ASSIGNED TASK: Would you tally how many lines in the records include the word "hidden"? Reply with the number only.

ENTRIES SUPPLIED:

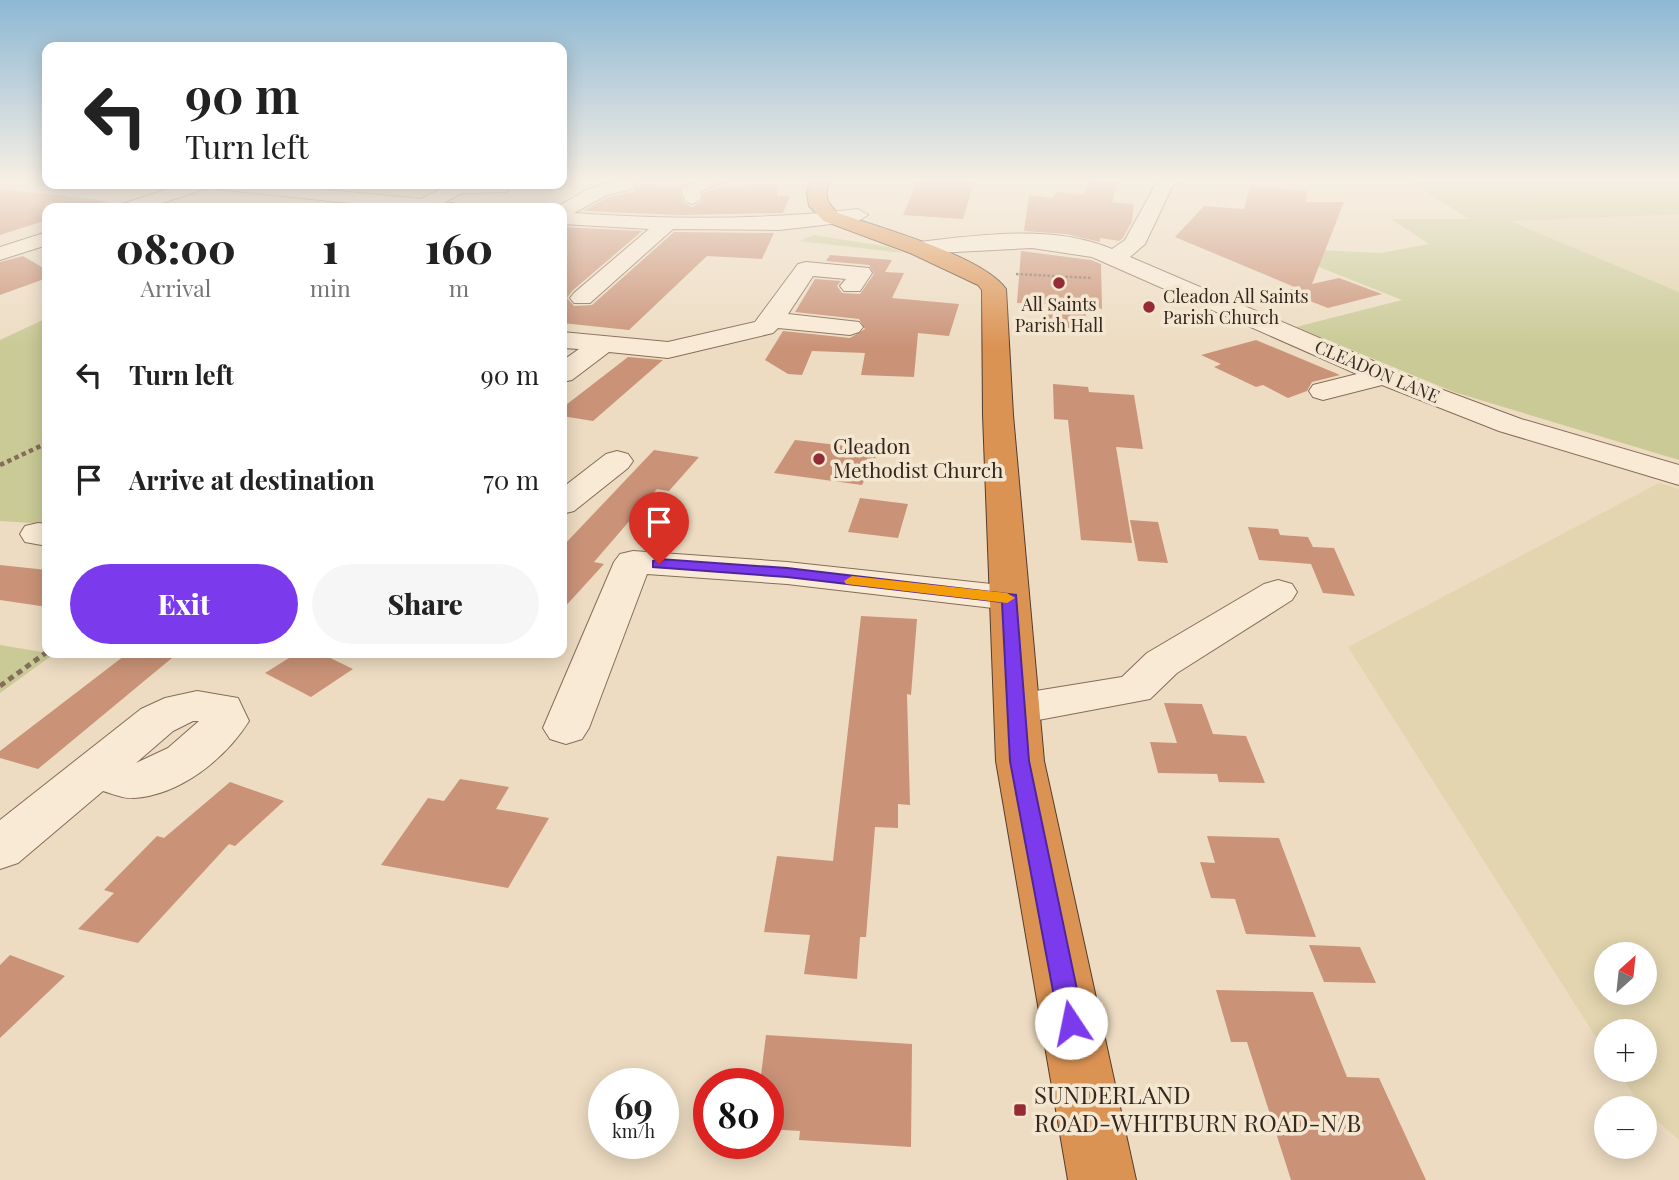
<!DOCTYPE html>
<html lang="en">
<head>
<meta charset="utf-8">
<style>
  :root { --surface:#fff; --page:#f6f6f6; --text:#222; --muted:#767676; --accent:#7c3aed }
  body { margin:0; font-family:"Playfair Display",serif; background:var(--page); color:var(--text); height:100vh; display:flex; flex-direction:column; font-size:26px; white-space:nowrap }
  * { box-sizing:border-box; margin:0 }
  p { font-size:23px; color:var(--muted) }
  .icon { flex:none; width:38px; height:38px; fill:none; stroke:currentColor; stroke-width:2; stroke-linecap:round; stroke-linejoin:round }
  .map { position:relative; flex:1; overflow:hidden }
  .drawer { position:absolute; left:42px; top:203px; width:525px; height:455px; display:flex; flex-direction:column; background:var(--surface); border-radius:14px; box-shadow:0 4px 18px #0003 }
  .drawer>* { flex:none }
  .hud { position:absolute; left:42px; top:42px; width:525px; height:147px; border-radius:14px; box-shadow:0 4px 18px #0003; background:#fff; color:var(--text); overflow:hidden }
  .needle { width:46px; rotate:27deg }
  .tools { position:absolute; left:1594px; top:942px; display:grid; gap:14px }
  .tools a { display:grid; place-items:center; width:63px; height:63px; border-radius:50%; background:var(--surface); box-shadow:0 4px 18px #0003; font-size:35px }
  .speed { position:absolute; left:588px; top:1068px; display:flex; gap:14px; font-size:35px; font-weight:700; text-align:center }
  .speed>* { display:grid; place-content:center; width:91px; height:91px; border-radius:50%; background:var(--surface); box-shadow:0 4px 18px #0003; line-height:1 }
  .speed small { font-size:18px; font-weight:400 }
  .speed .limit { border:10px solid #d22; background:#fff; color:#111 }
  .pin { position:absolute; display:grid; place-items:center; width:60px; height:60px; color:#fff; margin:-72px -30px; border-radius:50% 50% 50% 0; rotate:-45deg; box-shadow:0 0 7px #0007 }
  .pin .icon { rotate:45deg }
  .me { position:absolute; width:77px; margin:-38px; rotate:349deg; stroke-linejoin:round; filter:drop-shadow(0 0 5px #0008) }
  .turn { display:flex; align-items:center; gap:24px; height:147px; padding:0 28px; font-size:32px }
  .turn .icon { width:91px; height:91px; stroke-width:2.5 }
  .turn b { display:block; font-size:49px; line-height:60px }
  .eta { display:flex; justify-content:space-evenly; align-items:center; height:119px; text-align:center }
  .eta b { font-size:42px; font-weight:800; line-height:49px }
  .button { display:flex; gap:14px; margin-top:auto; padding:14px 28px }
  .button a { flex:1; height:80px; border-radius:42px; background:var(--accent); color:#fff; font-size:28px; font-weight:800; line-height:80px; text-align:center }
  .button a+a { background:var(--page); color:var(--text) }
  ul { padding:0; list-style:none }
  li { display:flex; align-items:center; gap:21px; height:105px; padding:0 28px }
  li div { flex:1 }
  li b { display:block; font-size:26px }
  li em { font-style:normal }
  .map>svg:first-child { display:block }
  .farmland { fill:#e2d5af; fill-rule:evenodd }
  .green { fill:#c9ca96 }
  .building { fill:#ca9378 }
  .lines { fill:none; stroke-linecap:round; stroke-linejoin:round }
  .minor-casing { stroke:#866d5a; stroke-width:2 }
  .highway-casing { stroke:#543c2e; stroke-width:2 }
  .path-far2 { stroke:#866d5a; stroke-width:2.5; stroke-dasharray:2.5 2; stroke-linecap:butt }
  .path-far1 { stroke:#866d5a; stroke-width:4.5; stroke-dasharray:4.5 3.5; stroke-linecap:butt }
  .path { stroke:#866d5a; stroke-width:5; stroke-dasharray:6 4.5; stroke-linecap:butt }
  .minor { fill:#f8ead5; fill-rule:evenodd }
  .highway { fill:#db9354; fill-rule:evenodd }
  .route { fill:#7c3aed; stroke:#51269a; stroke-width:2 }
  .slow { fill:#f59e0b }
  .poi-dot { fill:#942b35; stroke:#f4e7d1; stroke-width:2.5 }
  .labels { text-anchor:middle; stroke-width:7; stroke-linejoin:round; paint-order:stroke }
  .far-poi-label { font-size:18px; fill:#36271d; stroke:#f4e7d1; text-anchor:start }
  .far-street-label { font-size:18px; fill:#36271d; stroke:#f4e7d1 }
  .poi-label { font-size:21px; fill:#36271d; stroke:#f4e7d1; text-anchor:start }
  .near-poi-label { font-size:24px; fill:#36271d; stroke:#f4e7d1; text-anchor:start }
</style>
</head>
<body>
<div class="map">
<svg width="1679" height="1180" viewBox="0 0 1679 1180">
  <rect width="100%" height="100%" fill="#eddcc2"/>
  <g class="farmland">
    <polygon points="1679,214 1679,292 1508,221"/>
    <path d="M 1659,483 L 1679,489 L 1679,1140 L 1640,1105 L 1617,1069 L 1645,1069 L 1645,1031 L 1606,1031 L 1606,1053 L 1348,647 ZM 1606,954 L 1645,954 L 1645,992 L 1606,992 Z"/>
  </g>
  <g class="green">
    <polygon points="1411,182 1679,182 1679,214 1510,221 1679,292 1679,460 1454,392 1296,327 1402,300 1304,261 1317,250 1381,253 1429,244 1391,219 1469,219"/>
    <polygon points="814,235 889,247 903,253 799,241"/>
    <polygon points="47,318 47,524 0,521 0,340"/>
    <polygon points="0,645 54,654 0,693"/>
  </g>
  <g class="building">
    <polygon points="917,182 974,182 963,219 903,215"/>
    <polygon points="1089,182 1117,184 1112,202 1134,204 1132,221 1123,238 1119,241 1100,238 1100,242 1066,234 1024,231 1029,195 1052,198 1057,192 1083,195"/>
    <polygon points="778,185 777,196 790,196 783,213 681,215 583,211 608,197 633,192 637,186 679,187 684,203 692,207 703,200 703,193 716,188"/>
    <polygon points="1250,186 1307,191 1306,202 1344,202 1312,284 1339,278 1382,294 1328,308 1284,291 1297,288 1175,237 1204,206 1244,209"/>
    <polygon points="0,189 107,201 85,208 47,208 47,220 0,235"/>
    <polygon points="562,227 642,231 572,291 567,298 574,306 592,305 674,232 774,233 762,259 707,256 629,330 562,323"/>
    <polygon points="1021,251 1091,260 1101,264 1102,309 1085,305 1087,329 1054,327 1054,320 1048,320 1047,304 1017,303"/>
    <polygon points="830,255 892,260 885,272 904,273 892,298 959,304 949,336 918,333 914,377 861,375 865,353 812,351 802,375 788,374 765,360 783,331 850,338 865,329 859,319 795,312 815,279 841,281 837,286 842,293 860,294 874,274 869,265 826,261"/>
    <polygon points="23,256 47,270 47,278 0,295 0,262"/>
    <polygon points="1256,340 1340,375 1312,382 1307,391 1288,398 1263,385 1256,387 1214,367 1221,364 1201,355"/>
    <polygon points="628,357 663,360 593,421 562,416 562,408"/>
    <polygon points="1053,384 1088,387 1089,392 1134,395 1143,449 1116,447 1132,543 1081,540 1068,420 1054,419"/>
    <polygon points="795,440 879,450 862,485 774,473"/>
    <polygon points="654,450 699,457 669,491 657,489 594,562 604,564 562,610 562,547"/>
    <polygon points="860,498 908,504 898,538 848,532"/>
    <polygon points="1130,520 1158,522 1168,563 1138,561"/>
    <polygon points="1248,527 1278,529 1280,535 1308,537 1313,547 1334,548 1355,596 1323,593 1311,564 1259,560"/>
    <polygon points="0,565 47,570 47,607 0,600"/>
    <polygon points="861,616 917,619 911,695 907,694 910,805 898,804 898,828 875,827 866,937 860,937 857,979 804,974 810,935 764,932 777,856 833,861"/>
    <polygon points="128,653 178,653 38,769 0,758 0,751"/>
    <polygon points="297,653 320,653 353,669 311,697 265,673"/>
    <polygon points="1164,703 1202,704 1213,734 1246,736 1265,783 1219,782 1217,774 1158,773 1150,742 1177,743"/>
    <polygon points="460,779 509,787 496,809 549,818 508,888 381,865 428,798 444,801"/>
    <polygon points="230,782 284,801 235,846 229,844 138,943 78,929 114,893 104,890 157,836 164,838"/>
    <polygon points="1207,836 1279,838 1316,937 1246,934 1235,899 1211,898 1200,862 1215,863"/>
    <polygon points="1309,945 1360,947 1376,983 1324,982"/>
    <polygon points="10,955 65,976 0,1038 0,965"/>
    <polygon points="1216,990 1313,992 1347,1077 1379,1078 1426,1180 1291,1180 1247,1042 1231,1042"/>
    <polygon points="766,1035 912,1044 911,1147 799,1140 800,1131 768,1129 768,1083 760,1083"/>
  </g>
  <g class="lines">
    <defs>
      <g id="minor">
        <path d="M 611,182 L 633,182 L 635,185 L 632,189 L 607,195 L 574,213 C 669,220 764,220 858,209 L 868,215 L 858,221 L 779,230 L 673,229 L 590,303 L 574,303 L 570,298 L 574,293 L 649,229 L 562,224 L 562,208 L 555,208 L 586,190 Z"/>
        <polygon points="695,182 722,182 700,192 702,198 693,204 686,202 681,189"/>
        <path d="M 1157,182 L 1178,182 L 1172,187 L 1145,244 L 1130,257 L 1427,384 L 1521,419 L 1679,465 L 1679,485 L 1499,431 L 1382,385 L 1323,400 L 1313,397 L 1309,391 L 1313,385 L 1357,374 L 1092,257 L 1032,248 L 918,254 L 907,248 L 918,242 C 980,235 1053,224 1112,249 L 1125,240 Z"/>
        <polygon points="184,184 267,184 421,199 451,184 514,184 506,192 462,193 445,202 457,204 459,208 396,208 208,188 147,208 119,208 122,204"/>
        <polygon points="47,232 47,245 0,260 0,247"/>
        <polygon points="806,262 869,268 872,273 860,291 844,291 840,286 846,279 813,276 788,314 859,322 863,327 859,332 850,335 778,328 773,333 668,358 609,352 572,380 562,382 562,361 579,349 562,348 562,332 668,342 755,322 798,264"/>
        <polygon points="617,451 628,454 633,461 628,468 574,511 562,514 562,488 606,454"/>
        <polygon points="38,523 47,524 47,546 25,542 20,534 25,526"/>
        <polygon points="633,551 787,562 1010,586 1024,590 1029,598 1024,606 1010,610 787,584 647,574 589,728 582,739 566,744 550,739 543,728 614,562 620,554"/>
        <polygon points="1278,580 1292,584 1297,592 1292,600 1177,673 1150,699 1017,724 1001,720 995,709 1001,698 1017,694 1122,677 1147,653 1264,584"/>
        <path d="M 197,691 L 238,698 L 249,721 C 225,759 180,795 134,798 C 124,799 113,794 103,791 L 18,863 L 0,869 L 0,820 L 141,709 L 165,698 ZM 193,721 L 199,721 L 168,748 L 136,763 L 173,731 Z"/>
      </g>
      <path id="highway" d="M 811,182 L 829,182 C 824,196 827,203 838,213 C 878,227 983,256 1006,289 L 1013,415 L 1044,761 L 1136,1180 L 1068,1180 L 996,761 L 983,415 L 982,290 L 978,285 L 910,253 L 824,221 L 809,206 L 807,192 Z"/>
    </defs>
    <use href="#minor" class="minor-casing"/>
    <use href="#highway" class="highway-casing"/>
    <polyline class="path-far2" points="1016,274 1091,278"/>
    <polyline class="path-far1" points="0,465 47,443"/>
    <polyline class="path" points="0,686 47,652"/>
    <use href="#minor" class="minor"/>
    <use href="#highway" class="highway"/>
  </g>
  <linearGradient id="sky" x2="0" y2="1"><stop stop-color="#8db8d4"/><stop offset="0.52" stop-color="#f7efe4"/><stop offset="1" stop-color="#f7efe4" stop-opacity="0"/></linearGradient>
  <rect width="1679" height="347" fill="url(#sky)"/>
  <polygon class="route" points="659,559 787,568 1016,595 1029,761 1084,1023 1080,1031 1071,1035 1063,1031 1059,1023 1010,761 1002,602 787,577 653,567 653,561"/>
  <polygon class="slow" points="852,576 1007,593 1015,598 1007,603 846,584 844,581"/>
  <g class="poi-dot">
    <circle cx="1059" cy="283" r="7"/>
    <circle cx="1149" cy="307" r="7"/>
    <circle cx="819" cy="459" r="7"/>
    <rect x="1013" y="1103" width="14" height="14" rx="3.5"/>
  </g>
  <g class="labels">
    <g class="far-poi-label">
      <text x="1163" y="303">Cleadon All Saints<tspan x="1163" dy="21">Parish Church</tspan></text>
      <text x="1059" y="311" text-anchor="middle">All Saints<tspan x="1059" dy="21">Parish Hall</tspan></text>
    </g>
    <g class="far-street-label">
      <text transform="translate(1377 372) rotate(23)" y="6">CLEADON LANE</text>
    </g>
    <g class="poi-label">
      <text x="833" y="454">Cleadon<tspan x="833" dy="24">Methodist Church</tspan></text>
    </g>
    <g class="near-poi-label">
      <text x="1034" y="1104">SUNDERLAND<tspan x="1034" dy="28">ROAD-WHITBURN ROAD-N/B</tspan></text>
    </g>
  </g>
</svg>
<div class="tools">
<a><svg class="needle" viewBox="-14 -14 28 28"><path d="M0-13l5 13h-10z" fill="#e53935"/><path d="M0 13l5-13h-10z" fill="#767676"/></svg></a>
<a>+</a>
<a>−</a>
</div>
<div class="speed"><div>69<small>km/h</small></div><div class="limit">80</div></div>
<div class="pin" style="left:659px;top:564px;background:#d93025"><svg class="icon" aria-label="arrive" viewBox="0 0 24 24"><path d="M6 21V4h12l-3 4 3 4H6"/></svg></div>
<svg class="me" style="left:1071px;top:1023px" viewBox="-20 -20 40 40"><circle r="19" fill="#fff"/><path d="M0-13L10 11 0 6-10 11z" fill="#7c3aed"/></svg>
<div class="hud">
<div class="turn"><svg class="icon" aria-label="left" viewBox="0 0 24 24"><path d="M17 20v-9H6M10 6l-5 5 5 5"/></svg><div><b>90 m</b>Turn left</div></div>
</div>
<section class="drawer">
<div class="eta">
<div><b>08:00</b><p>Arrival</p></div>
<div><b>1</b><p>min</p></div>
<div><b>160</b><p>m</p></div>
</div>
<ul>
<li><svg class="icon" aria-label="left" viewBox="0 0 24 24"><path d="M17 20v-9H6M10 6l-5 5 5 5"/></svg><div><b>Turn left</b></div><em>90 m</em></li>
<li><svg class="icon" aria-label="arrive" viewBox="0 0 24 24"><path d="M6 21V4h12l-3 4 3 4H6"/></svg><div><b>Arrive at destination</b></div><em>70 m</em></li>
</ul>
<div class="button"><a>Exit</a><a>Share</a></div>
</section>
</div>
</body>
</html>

ANSWER TO THIS EXERCISE: 2